Pero si miráramos las fibras más finas de aquel tejido en que se entrecruzan todas las obras, todos los artistas, encontraríamos que, a través de un sistema de canales subrepticios, hay todo un tránsito de energías y corrientes que comunican esos intentos fallidos (supuestamente fallidos), con las obras más contundentes y más visibles. Nada, finalmente, resulta vano para que, en una labor inevitablemente conjunta, acabemos por darle un cuerpo al arte que nos reúne. Esos supuestos desperdicios no son más que las búsquedas necesarias, los tanteos que se hacen para encontrar la manera indicada de nombrar, o de mover, o de dibujar las pasiones y los sueños de una generación; no podemos no ejecutarlos, a pesar de la indignación, la vergüenza y hasta la rabia que puedan provocarnos. A la larga, y sin que nos demos mucha cuenta de ello, son esas modestas tentativas las que soportan el castillo de un arte consolidado. Toda esa infraestructura de nombres, fechas y títulos destacados que al cabo exponemos con orgullo en los libros de memorias, reúnen, de manera secreta, los miles de seres anónimos que nadie puede recordar, los artistas que se equivocaron, los que declinaron, los que no alcanzaron a figurar. Porque un arte es un organismo mucho más complejo que la lista de sus piezas más sobresalientes; está configurado por trazos virtuosos, pero también por zonas oscuras, pasajes equívocos y bocetos desafortunados. Antes que censurar todos los errores por los que invariablemente debemos pasar, deberíamos reconocer en ellos la ruta necesaria para alcanzar, alguna vez, aunque sea por un momento (cualquier obra es apenas un breve instante) el equilibrio de las fuerzas de la naturaleza, la medida justa de nuestras pasiones. Tal vez sean esos ‘desperdicios del tiempo’ los eslabones verdaderamente indispensables para la maduración de un arte.

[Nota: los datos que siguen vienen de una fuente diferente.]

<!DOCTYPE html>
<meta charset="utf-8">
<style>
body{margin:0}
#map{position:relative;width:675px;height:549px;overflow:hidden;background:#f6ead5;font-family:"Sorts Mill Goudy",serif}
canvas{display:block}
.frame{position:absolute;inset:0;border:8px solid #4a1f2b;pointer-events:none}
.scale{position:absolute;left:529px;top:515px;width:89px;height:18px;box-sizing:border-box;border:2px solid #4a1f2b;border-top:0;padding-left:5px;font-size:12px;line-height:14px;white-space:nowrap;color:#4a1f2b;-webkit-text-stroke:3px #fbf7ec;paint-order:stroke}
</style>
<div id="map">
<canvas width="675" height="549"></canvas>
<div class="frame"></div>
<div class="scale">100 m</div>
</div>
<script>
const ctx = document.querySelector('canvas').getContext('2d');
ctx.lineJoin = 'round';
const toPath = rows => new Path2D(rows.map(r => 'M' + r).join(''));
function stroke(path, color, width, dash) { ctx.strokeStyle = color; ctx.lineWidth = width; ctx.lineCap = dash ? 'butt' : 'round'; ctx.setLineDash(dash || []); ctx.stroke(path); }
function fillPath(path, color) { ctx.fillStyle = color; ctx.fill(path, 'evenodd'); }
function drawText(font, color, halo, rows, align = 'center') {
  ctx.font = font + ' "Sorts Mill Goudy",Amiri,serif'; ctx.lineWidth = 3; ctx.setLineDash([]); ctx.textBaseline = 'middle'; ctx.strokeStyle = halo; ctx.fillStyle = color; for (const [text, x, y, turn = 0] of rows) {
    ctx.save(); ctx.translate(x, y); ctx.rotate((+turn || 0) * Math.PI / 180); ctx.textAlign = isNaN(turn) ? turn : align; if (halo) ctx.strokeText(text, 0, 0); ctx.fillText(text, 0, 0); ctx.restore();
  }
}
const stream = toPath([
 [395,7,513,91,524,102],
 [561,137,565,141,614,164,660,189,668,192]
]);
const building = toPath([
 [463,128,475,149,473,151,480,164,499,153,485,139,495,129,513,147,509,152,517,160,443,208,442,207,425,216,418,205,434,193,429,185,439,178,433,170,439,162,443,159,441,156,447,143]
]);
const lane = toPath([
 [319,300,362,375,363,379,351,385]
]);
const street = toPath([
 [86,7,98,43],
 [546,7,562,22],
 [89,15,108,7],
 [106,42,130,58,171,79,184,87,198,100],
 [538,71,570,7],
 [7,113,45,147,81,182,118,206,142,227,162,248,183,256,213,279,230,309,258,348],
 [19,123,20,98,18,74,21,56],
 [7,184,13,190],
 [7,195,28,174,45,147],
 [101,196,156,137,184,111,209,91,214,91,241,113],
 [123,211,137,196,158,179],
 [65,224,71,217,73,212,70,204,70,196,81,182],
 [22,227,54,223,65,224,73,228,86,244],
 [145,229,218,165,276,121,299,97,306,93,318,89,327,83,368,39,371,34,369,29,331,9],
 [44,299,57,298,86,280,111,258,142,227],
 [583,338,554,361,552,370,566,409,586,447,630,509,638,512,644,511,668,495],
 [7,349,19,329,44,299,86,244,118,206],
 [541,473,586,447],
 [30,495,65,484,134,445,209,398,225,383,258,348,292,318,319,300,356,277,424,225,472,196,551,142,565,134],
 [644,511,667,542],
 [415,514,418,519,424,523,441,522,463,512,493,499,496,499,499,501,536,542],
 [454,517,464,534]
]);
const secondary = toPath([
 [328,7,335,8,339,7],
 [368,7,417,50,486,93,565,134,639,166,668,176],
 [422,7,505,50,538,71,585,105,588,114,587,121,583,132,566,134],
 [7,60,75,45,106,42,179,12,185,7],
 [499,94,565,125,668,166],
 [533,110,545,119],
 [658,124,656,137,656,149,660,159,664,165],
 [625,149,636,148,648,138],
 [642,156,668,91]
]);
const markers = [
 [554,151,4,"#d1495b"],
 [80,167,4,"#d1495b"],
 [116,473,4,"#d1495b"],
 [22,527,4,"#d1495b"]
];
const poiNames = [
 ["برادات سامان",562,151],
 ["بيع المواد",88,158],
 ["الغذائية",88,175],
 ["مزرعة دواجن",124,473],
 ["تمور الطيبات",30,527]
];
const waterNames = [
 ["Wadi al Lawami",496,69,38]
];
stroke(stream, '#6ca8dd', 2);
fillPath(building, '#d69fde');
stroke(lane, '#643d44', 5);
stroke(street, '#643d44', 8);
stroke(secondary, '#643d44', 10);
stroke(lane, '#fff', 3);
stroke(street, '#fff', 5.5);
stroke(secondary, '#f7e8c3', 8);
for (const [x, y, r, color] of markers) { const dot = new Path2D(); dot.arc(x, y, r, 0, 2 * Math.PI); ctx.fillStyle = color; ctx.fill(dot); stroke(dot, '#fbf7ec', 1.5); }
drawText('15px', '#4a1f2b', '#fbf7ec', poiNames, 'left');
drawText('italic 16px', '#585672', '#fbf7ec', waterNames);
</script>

Nuestro bailarín, pues, estaba cumpliendo con el encargo asignado por un arquitecto universal. Estaba haciendo la entrega puntual de un mensaje que viaja entre nosotros desde un tiempo inmemorial. Era el portador de las fuerzas que, un día sin fecha exacta, pusieron el mecanismo en movimiento. Sus manos y sus pies empujaban el tiempo que a la postre nos entregaría ejecuciones más certeras, que finalmente harían que nos olvidáramos de él. Él ha sido apenas un tránsito, pero su cuerpo, su danza, no dejan de ser los soportes necesarios que sostienen la escena global.

Y todavía más; aquella tarde hubo algo más en aquel bailarín. Debían de haber transcurrido cinco minutos de la pieza. Después del primer pasmo, el público empezó a revolverse en sus sillas, sin hallar la manera precisa de acomodarse para asimilar lo que estaba viendo. Algunos se hundían más en sus chaquetas, protegiéndose para no ser tocados por lo que se movía allá, en la lejanía de las tablas. Y entonces sucedió lo inesperado: la metamorfosis: aquel proceso por el cual lo más deficiente, lo más pobre y menos dotado, sobrelleva una conversión hacia el esplendor. En su forma, en los pasos del bailarín, todo seguía siendo desacierto, escasez, imposibilidad, pero por un formidable empuje del ánimo, el espacio se vio de repente iluminado por una luz incomparable, y emergió el espíritu. Tenía todo el peso de las circunstancias sobre su cuerpo (por cierto lánguido) y, con todo, atravesaba el espacio como si no hubiera otra posibilidad en su destino, asumiendo, sin asomo de duda o cobardía, el papel exacto que le había sido asignado, absolutamente convencido de cada uno de sus saltos, de su vestuario, de su maquillaje y de las cinticas enredadas en sus muñecas. Y ese ánimo no decreció un solo segundo; fue una batalla de muerte, absurdamente desigual, entre él y el mundo, que se extendió durante veinte minutos, al final de la cual no quedó nada de él, nada más que su metro con setenta de estatura. Una vez que se terminó la función, el público apenas logró sacar del silencio de la sala un débil aplauso, que por poco no alcanza a llegar a la altura del escenario. Los bailarines se perdieron detrás de los telones, y después los espectadores se olvidaron para siempre del evento.